The rising opioid overdose death rate is a serious problem and deserves serious attention. Yesterday, during his working vacation, President Trump convened a group of experts to give him a briefing on the issue and to suggest further action. Some, like New Jersey Governor Chris Christie, who heads the White House Drug Addiction Task Force, are calling for him to declare a “national public health emergency.” But calling it a “national emergency” is not helpful. It only fosters an air of panic, which all-too-often leads to hastily conceived policy decisions that are not evidence-based, and have deleterious unintended consequences.

While most states have made the opioid overdose antidote naloxone more readily available to patients and first responders, policies have mainly focused on health care practitioners trying to help their patients suffering from genuine pain, as well as efforts to cut back on the legal manufacture of opioid drugs.

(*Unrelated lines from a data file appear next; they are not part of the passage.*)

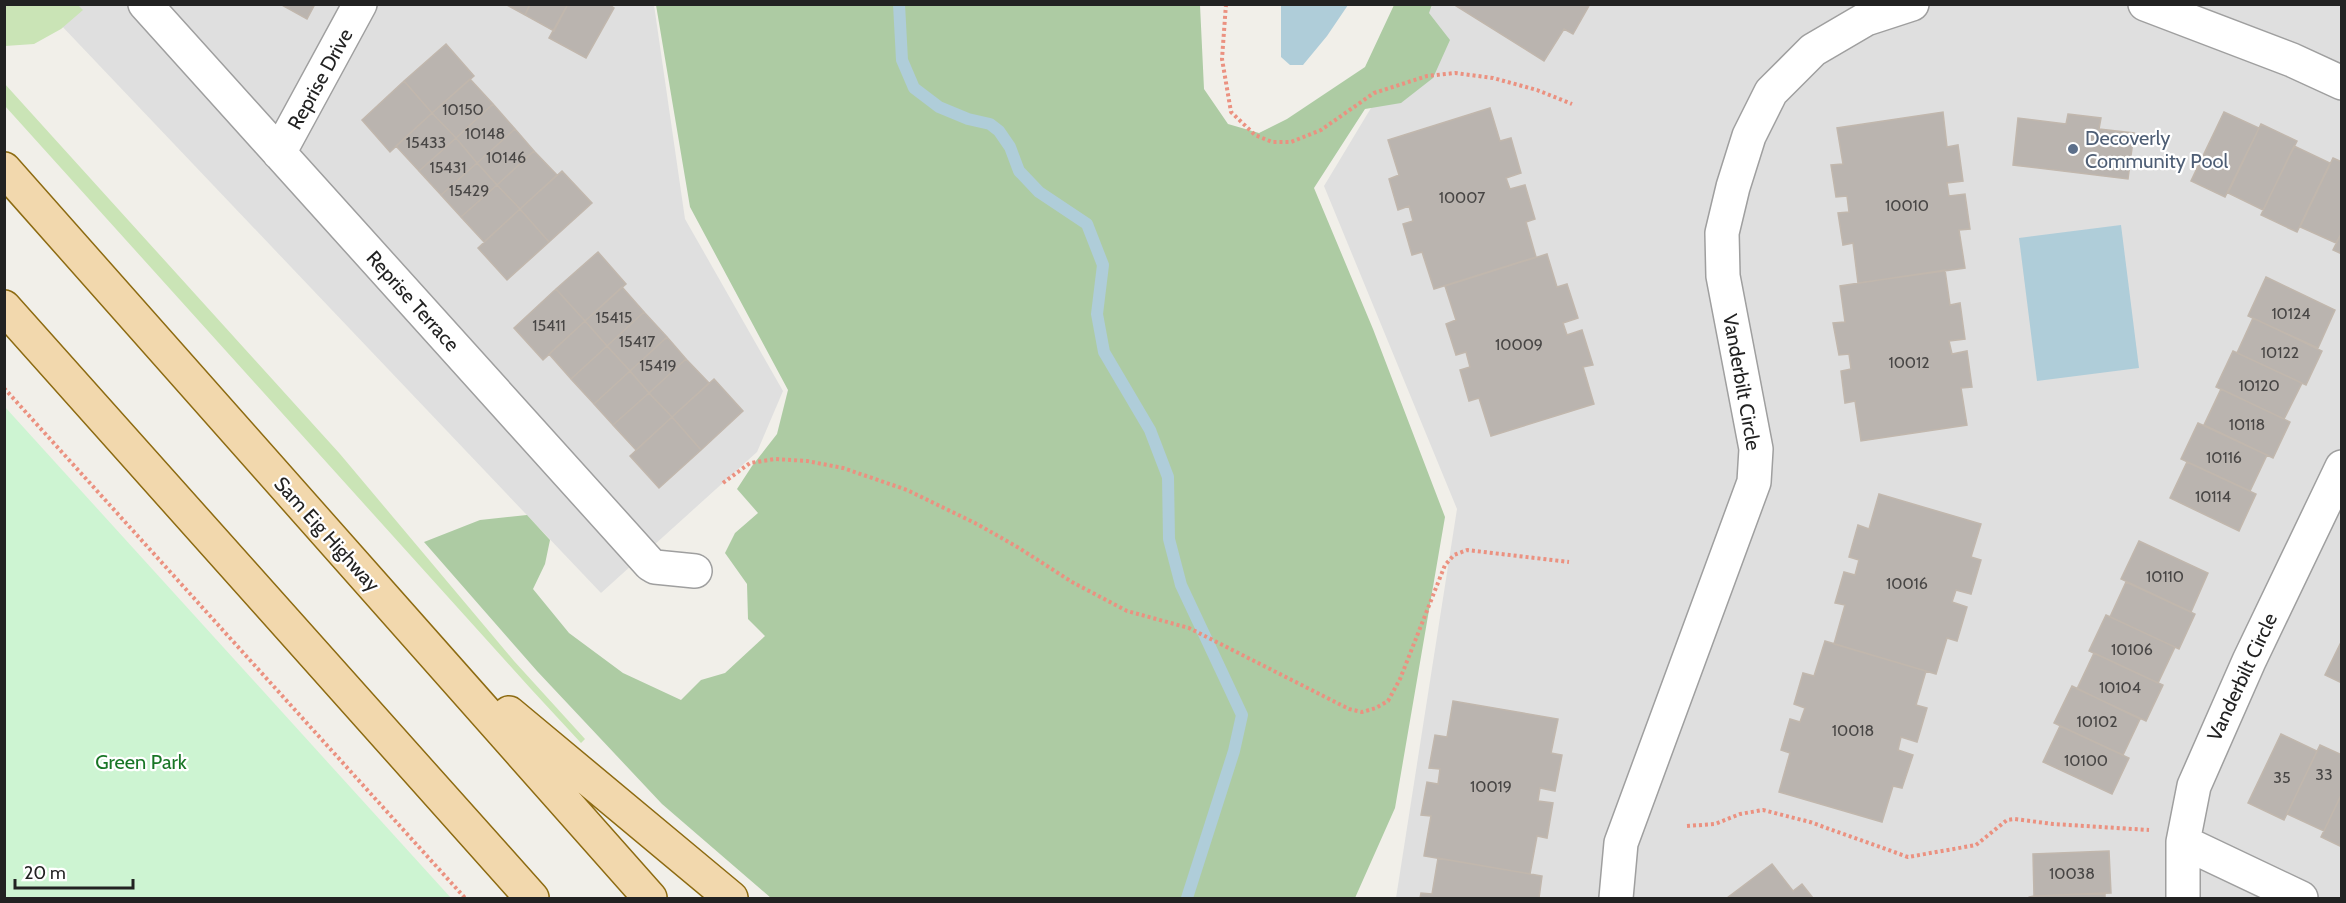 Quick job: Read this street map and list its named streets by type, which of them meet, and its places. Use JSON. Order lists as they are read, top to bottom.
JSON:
{
  "streets": {
    "main road": ["Sam Eig Highway"],
    "street": ["Reprise Drive", "Reprise Terrace", "Vanderbilt Circle"]
  },
  "crossings": [
    ["Reprise Drive", "Reprise Terrace"]
  ],
  "parks": ["Green Park"],
  "places": ["Decoverly Community Pool"],
  "house_numbers": [
    "10150",
    "10148",
    "15433",
    "10146",
    "15431",
    "15429",
    "10007",
    "10010",
    "10124",
    "15415",
    "15411",
    "15417",
    "10009",
    "10122",
    "10012",
    "15419",
    "10120",
    "10118",
    "10116",
    "10114",
    "10110",
    "10016",
    "10106",
    "10104",
    "10102",
    "10018",
    "10100",
    "33",
    "35",
    "10019",
    "10038"
  ],
  "scale_bar": "20 m"
} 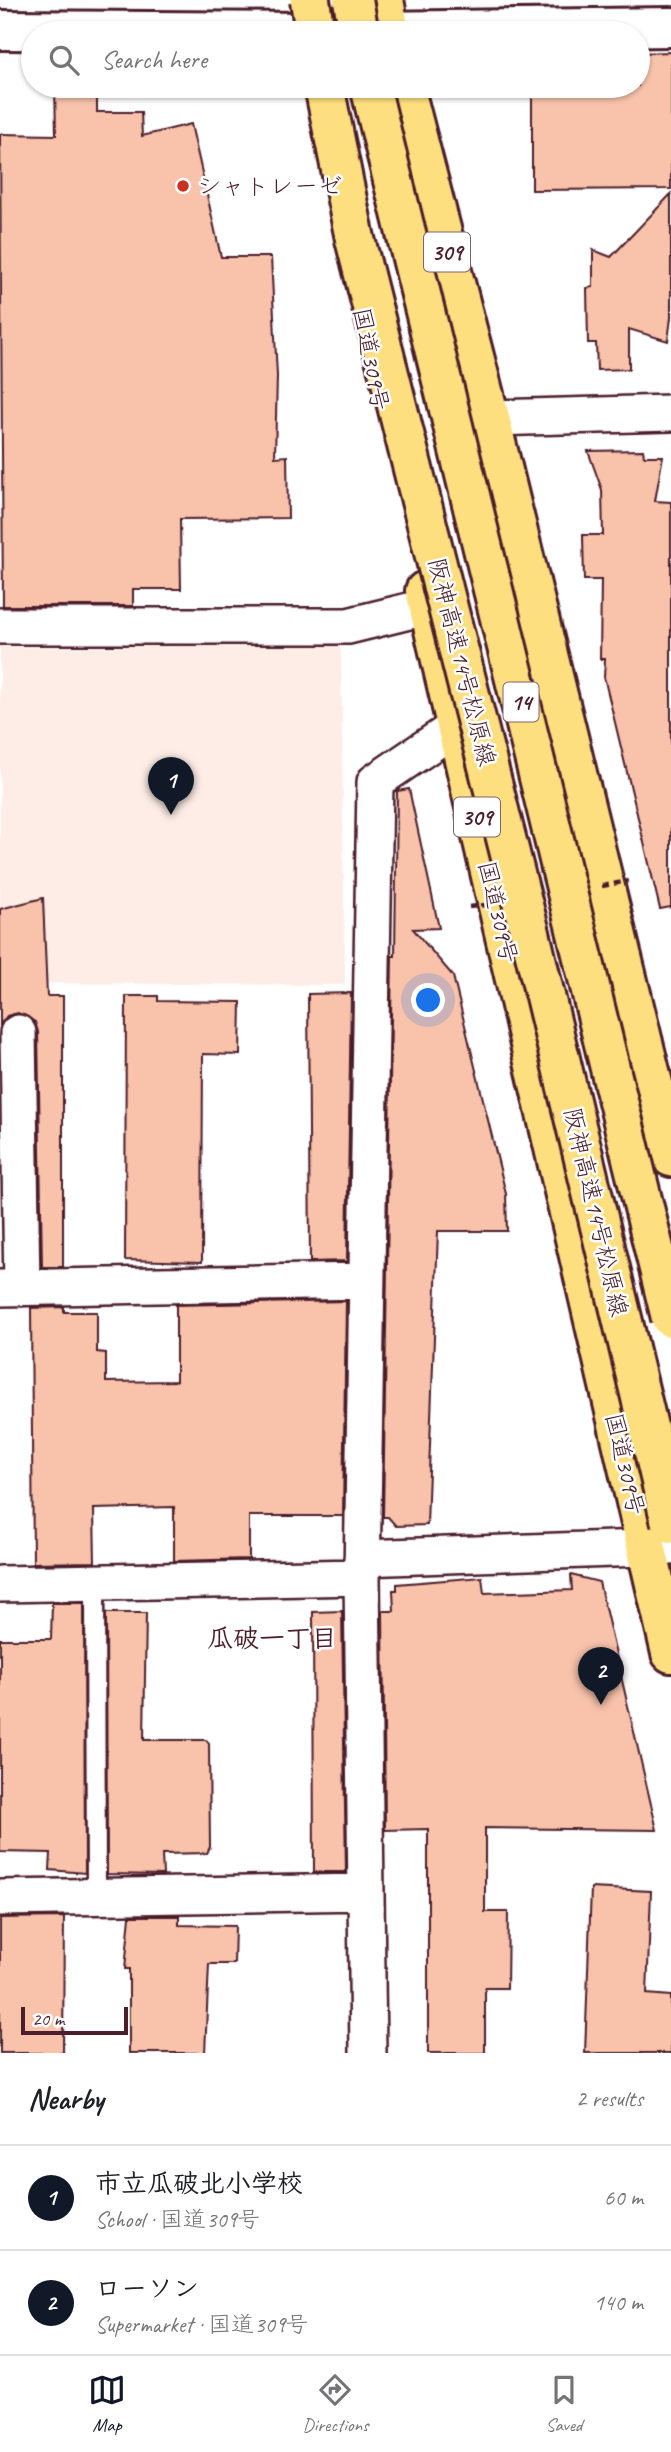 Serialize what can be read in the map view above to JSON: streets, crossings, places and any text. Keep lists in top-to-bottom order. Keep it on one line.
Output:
{"streets":{"highway":["309","国道309号","阪神高速14号松原線","14"]},"crossings":[["国道309号","阪神高速14号松原線"]],"districts":["瓜破一丁目"],"places":["シャトレーゼ"],"scale_bar":"20 m","page":{"search":"Search here","pins":["1","2"],"scale":"20 m","heading":["Nearby","2 results"],"list":[{"mark":"1","name":"市立瓜破北小学校","note":"School · 国道309号","value":"60 m"},{"mark":"2","name":"ローソン","note":"Supermarket · 国道309号","value":"140 m"}],"nav":["Map","Directions","Saved"]}} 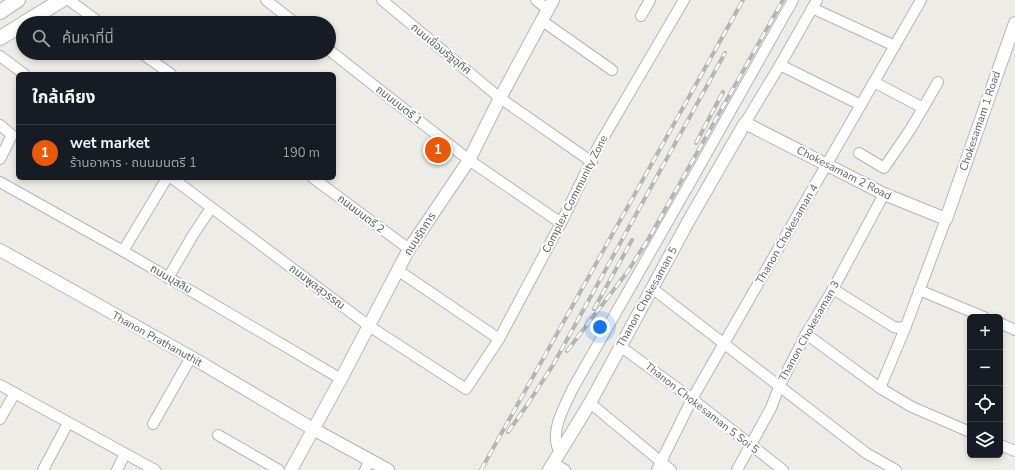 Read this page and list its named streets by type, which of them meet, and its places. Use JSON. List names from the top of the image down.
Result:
{
  "streets": {
    "street": [
      "ถนนเชื่อมรัฐอุทิศ",
      "ถนนมนตรี 1",
      "Chokesamam 1 Road",
      "Chokesamam 2 Road",
      "Complex Community Zone",
      "ถนนมนตรี 2",
      "ถนนรัถการ",
      "Thanon Chokesaman 4",
      "ถนนมุสลิม",
      "ถนนพูลสุวรรณ",
      "Thanon Chokesaman 5",
      "Thanon Chokesaman 3",
      "Thanon Prathanuthit",
      "Thanon Chokesaman 5 Soi 5"
    ]
  },
  "crossings": [
    ["ถนนเชื่อมรัฐอุทิศ", "Complex Community Zone"],
    ["ถนนเชื่อมรัฐอุทิศ", "ถนนรัถการ"],
    ["ถนนมนตรี 1", "Complex Community Zone"],
    ["ถนนมนตรี 1", "ถนนรัถการ"],
    ["Chokesamam 1 Road", "Chokesamam 2 Road"],
    ["Chokesamam 2 Road", "Thanon Chokesaman 4"],
    ["Chokesamam 2 Road", "Thanon Chokesaman 5"],
    ["Chokesamam 2 Road", "Thanon Chokesaman 3"],
    ["Complex Community Zone", "ถนนพูลสุวรรณ"],
    ["ถนนมนตรี 2", "ถนนรัถการ"],
    ["ถนนรัถการ", "ถนนมุสลิม"],
    ["ถนนรัถการ", "ถนนพูลสุวรรณ"],
    ["ถนนรัถการ", "Thanon Prathanuthit"],
    ["Thanon Chokesaman 4", "Thanon Chokesaman 5 Soi 5"],
    ["Thanon Chokesaman 5", "Thanon Chokesaman 5 Soi 5"],
    ["Thanon Chokesaman 3", "Thanon Chokesaman 5 Soi 5"]
  ],
  "page": {
    "search": "ค้นหาที่นี่",
    "heading": "ใกล้เคียง",
    "list": [
      {
        "mark": "1",
        "name": "wet market",
        "note": "ร้านอาหาร · ถนนมนตรี 1",
        "value": "190 m"
      }
    ],
    "pins": "1",
    "map_buttons": ["+", "−"]
  }
}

For example, 49 states have established Prescription Drug Monitoring Programs (PDMPs) that monitor the prescriptions written by providers and filled by patients. These programs are aimed at getting physicians to reduce their prescription rate so they are not “outliers” in comparison with their peers. And they alert prescribers of patients who have filled multiple prescriptions within a given timeframe. In some states, the number of opioids that may be prescribed for most conditions is limited to a 7-day supply.

The Drug Enforcement Administration continues to seek ways to reduce the number of opioids produced legally, hoping to negatively impact the supply to the illegal market.

Meanwhile, as patients suffer needlessly, many in desperation seek relief in the illegal market where they are exposed to dangerous, often adulterated or tainted drugs, and oftentimes to heroin.

The CDC has reported that opioid prescriptions are consistently coming down, while the overdose rate keeps climbing and the drug predominantly responsible is now heroin. But the proposals we hear are more of the same.

We need a calmer, more deliberate and thoughtful reassessment of our policy towards the use of both licit and illicit drugs. Calling it a “national emergency” is not the way to do that.